#### WHAT NEEDS TO BE DONE
Scan the entries for the word "sans" and report how many lines contain it, as a number with no other words.

#### INFORMATION SUPPLIED

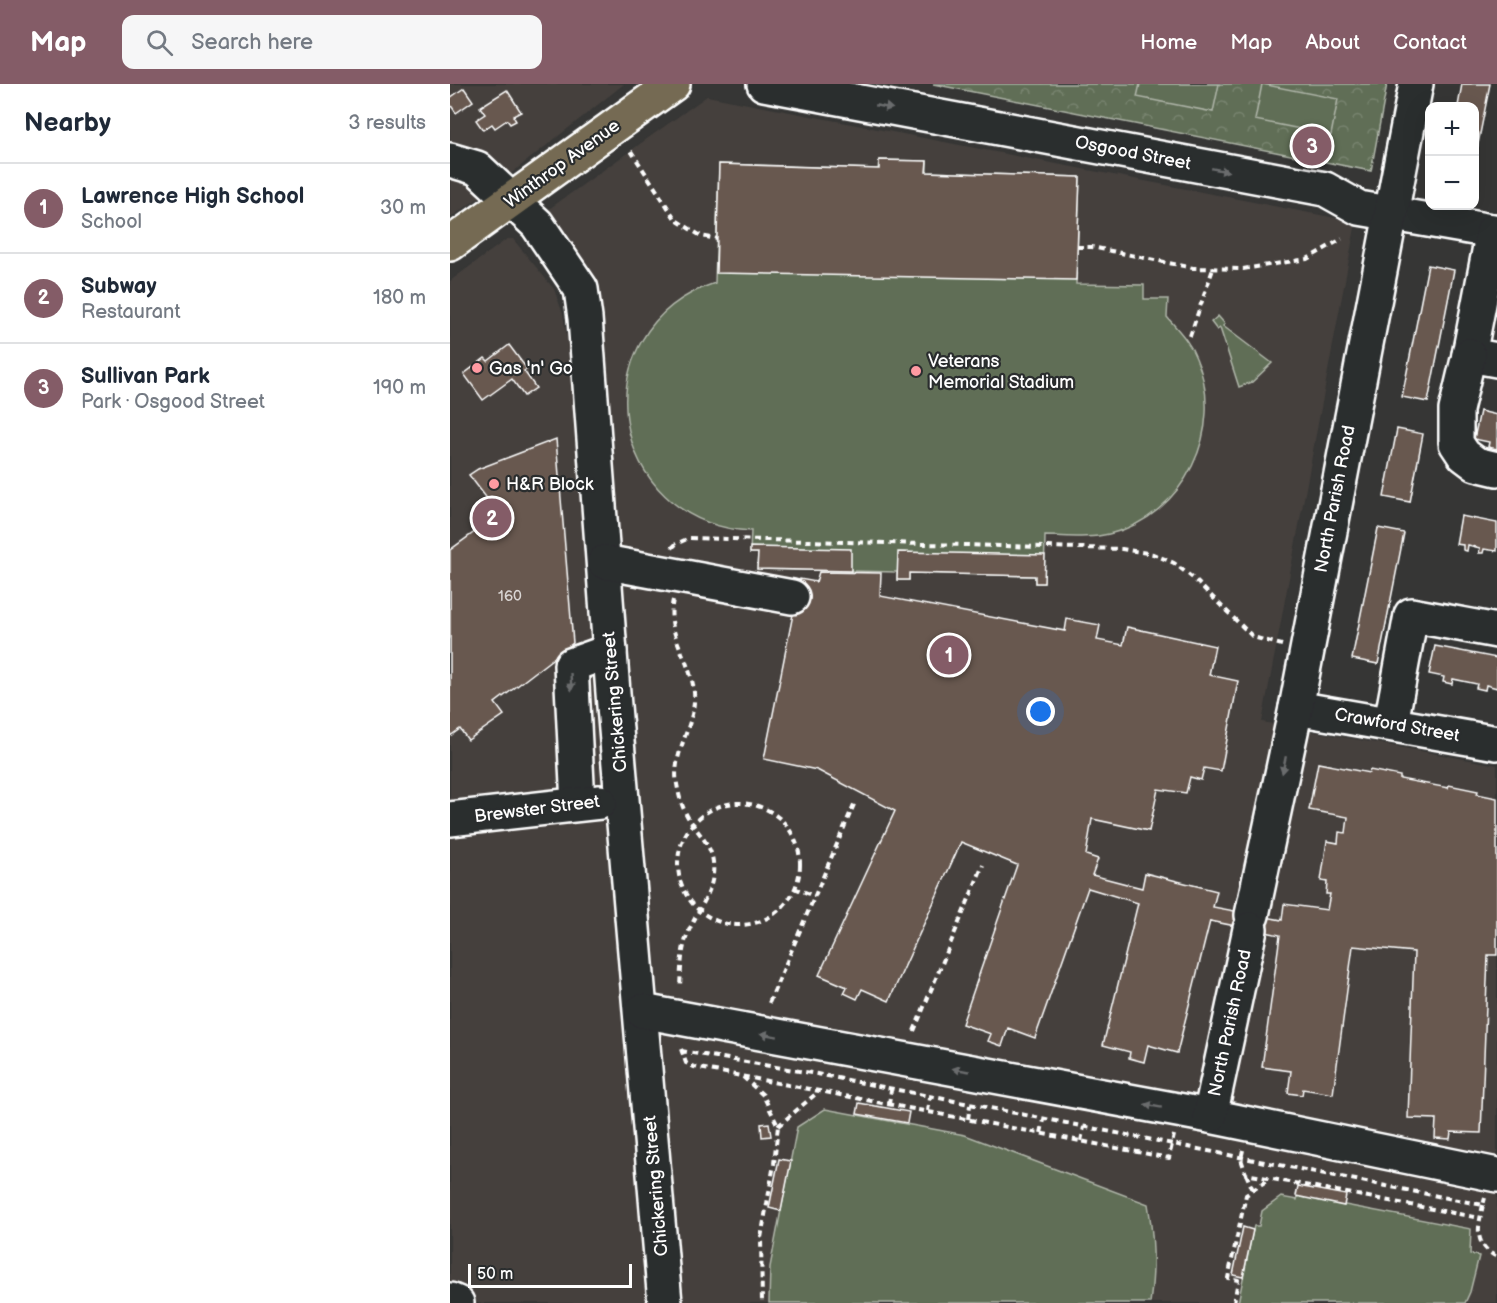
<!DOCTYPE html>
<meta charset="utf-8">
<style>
:root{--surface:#fff;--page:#f6f6f7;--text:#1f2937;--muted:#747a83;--line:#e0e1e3;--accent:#845c67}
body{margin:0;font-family:"Balsamiq Sans",sans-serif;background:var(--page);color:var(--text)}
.controls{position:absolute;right:18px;top:18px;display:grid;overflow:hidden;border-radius:12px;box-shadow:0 6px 24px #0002}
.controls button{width:54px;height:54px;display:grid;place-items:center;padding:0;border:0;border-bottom:2px solid var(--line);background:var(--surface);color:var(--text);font:30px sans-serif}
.scale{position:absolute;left:18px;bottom:15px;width:164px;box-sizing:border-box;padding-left:6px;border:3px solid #fff;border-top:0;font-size:16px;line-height:21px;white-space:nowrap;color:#fff;-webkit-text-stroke:4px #2a2d2e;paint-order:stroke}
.you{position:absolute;left:591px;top:628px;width:21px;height:21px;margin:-15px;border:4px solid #fff;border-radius:50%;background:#1a73e8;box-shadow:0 0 0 9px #1a73e833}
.badge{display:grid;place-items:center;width:39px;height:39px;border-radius:50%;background:var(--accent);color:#fff;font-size:20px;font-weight:700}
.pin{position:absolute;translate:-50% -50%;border:3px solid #fff;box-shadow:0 2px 6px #0006}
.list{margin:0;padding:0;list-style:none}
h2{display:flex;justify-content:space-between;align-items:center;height:78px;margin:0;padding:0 24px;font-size:26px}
h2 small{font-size:20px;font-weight:400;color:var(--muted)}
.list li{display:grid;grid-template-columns:39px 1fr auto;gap:18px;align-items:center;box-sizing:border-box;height:90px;padding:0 24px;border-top:2px solid var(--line)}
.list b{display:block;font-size:22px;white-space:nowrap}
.list p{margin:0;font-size:20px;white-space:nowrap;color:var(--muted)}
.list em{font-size:20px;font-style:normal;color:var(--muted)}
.icon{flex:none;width:33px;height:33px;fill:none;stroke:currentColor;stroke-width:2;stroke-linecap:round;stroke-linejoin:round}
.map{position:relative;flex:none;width:1047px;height:1219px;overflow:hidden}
header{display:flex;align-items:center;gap:36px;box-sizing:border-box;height:84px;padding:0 30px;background:var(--accent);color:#fff}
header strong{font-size:28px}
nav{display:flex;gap:33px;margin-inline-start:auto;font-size:21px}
.search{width:420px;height:54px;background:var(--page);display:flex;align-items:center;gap:15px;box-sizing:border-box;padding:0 21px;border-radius:12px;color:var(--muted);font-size:22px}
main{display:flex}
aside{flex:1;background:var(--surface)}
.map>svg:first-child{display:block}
</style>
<header>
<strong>Map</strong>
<div class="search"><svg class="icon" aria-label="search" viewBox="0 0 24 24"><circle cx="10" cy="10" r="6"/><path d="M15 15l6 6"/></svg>Search here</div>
<nav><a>Home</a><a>Map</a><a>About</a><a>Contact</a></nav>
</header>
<main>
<aside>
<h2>Nearby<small>3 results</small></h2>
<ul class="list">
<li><span class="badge">1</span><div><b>Lawrence High School</b><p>School</p></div><em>30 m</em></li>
<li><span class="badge">2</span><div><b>Subway</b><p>Restaurant</p></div><em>180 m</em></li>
<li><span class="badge">3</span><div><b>Sullivan Park</b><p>Park · Osgood Street</p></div><em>190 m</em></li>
</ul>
</aside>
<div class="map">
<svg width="1047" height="1219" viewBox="0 0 1047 1219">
<defs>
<pattern id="park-crowns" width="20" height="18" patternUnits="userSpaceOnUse" patternTransform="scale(1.5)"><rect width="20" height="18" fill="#606e56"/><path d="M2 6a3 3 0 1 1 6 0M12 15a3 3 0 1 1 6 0" fill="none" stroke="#78846f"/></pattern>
</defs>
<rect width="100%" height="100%" fill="#363635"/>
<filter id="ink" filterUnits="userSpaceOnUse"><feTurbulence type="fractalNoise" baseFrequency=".0167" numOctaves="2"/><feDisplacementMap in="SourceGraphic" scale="12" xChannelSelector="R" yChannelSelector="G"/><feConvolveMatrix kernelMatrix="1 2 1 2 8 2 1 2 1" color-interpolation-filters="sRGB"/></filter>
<g filter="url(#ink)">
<!-- built -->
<g fill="#45403d">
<polygon points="0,0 174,0 39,107 0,134"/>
<polygon points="257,12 906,138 812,638 1047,681 1047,1219 233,1219 167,504 149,256 99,125"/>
<polygon points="57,155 63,155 104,205 113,230 118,260 171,874 180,1019 200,1219 0,1219 0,197"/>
</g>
<!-- park -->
<polygon fill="url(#park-crowns)" stroke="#b0b6aa" stroke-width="1.5" points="483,0 937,0 921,87"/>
<!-- garden -->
<g fill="#606e56" stroke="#b0b6aa" stroke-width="1.5">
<polygon points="690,0 769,0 763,28 687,13"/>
<polygon points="812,0 888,15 881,51 805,36"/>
<path d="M429 76 477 77V88L630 93 626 200 694 201V215H718L717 233C728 246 740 258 746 274 777 344 734 433 659 450 638 455 616 452 595 452L594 499H585V492L459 489V496H447V488L307 485 308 469H300L301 447C157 440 127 245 265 199L269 80 428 85Z"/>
<polygon points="768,232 775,240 773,242 822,279 802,298 789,303 770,244 767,246 761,238"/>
<path d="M375 1025 515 1051 698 1120C704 1156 705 1182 700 1219H319L320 1183 347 1043Z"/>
<polygon points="848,1112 1021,1145 1020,1170 1029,1172 1020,1208 1015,1219 788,1219 803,1146 804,1142 809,1142 812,1127 831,1113 847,1116"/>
</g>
<!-- building -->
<g fill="#67584f" stroke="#fff" stroke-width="1.5">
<polygon points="1012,0 1040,0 1025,75 1024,22 1008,22"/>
<polygon points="14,4 23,17 6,29 0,20 0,14"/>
<polygon points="57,6 71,28 63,32 66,37 60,40 57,36 45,44 42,40 33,46 26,36 35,30 30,23"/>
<polygon points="429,76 477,77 476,88 630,93 626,196 266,189 269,80 429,85"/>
<polygon points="978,181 1004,186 978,318 952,313"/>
<polygon points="59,261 77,285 74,287 86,304 74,312 62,295 33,316 14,290 35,274 38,277"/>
<polygon points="1030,327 1047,331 1047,365 1038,363 1039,358 1024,355"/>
<polygon points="947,345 973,350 960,418 934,413"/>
<polygon points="106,355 123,559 45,619 54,631 18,656 10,645 0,652 0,466 30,444 23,435 42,421 19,391 28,385"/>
<polygon points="1011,432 1047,439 1047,467 1034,465 1033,469 1029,469 1030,464 1018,461 1017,467 1013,466 1013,461 1006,460"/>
<polygon points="928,444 954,449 928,580 902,575"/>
<polygon points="300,463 401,465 401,487 307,485 308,469 300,469"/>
<polygon points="448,468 595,471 594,499 585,499 585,492 459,489 459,496 447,496"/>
<polygon points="369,488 431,489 430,512 615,547 617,535 650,541 647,556 673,561 677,543 765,562 759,591 788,597 771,687 754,684 751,696 740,693 736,709 708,705 699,747 642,735 636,771 648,775 642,791 692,804 695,789 767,807 763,823 832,836 834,820 877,826 880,810 876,810 877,798 871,797 877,757 888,759 889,748 896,749 898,733 859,726 868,679 919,689 920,686 950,692 950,695 998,704 999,701 1028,707 1027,710 1047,714 1047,871 1038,871 1031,1049 1001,1048 1000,1055 985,1054 986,1035 958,1034 964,868 903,862 883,1010 853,1005 852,1011 838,1009 841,987 812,983 830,851 760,837 727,969 698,961 694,978 679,974 680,968 653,961 688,819 638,804 585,954 558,944 552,962 538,957 541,950 512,940 567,781 511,758 439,917 412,905 407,915 394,909 397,903 369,891 445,727 367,686 314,675 350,495 366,498"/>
<polygon points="985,562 1047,574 1047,604 1036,601 1035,606 1026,604 1027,600 1003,595 1002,600 993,598 994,593 979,590"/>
<polygon points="409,1019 459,1028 457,1039 407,1030"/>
<polygon points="319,1039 321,1052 312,1053 311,1040"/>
<polygon points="329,1075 341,1077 331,1127 319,1124"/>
<polygon points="848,1102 896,1111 894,1122 846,1112"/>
<polygon points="793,1143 803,1146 793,1193 783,1191"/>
</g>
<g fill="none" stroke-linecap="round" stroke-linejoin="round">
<!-- minor casing -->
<g stroke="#fff" stroke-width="38">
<g id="minor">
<polyline points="314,0 875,105 909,124 1047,148"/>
<polyline points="0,76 27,84 87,140 131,205 135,234 164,622 215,1219"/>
<polyline points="1043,147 1019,271 1047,276"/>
<polyline points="1019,271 1006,326 1006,359 1014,371 1026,380 1047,385"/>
<polyline points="154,478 342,513"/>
<polyline points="846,624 1047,659"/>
<polyline points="941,639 961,531 1047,547"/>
<polyline points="128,720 121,581 160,567"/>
<polyline points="0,735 150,718"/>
<polyline points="802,831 846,624 966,0"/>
<polyline points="192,927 760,1032 1047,1091"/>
<polyline points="760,1032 800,845"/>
<polyline points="0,1216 7,1219"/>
</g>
</g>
<!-- major casing -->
<g stroke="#fff" stroke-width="38">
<polyline id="major" points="0,160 223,0"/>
</g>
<!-- path -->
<g stroke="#fff" stroke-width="4" stroke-dasharray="6 4.5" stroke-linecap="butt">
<polyline points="181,67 226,136 251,152 267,155"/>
<polyline points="627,163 642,163 743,184 793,185 857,175 892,155"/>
<polyline points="740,252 763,185"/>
<polyline points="222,464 226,460 239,454 672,465 703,470 724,479 744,495 803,553 832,561"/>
<path d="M223 516C215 550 241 575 244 608 247 640 221 668 227 700 229 712 232 724 239 735 248 749 261 760 263 778 266 807 248 824 238 849 231 866 231 885 230 903"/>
<circle cx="289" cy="780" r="61"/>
<polyline points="344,804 365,812"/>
<polyline points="319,919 405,718"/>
<polyline points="464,947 533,781"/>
<polyline points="231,965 236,979 244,983 719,1074 724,1051"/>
<polyline points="231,967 367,990 1033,1121 1035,1114"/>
<polyline points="293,993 313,1011 328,1042 324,1080 311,1154 312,1219"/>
<polyline points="439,1020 441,1006"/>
<polyline points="478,1027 480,1014"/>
<polyline points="518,1035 520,1021"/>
<polyline points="328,1042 368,1008"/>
<polyline points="591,1049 594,1036"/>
<polyline points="631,1057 634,1043"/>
<polyline points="793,1066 791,1075 796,1090 1030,1134"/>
<polyline points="796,1090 803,1106"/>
<path d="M1033 1121C1028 1144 1023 1160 1047 1173"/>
<polyline points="784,1219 788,1196 778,1194 796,1111 819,1095"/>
</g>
<!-- minor -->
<use href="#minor" stroke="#2a2d2e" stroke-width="33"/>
<!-- major -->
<use href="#major" stroke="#746b52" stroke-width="33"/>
</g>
<!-- one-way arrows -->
<defs><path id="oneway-solid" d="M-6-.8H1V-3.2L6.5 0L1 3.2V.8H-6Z" transform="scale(1.5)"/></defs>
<g fill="#6a6c6d">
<use href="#oneway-solid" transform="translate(434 23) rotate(11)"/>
<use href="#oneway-solid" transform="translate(770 86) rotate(11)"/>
<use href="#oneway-solid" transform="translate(121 598) rotate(87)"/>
<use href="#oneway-solid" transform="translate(834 681) rotate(102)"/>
<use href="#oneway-solid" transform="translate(319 951) rotate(-170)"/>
<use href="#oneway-solid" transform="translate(511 986) rotate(-170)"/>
<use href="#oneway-solid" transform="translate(703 1022) rotate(-170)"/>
</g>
</g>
<!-- markers -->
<g fill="#ff9aa2" stroke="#2a2d2e" stroke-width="2">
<circle cx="27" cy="284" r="6"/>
<circle cx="466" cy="287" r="6"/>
<circle cx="44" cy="400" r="6"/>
</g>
<g text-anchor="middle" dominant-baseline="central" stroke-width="4.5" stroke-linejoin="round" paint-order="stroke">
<!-- number labels -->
<g font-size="15" fill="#d9d5d3">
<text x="60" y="512">160</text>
</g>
<!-- street labels -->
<g font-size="18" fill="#fff" stroke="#2a2d2e">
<text transform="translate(683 69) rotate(11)">Osgood Street</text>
<text transform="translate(112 80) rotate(-36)">Winthrop Avenue</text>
<text transform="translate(885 415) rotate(-79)">North Parish Road</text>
<text transform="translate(165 618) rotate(-95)">Chickering Street</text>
<text transform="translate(947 641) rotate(10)">Crawford Street</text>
<text transform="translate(87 725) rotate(-7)">Brewster Street</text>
<text transform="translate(780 939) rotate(-78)">North Parish Road</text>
<text transform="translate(206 1102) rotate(-95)">Chickering Street</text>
</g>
<!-- poi labels -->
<g font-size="18" fill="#fff" stroke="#2a2d2e" text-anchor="start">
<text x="478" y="277">Veterans<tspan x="478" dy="21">Memorial Stadium</tspan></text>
<text x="39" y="284">Gas 'n' Go</text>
<text x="56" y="400">H&amp;R Block</text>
</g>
</g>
</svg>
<div class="controls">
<button>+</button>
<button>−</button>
</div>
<div class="scale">50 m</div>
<div class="you"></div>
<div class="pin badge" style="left:499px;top:571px">1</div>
<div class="pin badge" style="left:42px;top:434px">2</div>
<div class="pin badge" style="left:862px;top:62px">3</div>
</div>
</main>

#### RESPONSE
2